*WORK ORDER*:
Copy each line of the material in which the word "Norte" appears.

*RECORDS FOR PROCESSING*:
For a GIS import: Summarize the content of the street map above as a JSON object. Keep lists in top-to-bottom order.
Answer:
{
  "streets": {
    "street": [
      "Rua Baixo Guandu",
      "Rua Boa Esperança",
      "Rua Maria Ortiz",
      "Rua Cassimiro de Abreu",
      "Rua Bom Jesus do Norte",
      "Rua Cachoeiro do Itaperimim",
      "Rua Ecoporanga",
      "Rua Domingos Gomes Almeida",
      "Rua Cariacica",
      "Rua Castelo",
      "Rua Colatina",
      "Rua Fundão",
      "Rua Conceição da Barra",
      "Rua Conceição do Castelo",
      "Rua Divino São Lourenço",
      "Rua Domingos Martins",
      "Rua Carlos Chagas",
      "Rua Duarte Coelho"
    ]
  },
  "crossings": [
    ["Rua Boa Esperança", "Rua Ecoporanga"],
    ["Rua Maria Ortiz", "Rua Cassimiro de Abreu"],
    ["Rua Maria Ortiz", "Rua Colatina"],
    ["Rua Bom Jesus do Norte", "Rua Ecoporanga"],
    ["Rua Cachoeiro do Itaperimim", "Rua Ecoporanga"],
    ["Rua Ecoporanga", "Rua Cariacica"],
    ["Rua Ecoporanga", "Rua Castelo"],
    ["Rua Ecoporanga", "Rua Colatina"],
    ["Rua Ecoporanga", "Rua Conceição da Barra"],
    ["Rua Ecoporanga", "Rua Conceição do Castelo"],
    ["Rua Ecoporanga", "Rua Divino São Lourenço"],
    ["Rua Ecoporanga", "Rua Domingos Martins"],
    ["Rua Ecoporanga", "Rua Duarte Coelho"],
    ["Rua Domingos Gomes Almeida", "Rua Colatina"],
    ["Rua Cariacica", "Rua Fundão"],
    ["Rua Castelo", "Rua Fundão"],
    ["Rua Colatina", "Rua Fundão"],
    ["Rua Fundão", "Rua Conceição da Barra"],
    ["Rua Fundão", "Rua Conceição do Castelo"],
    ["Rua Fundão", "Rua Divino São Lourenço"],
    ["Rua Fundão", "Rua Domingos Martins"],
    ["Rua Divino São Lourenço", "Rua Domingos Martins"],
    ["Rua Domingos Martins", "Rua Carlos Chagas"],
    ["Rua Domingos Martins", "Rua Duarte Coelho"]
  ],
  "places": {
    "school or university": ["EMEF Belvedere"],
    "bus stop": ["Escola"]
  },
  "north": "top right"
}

*ANSWER*:
      "Rua Bom Jesus do Norte",
    ["Rua Bom Jesus do Norte", "Rua Ecoporanga"],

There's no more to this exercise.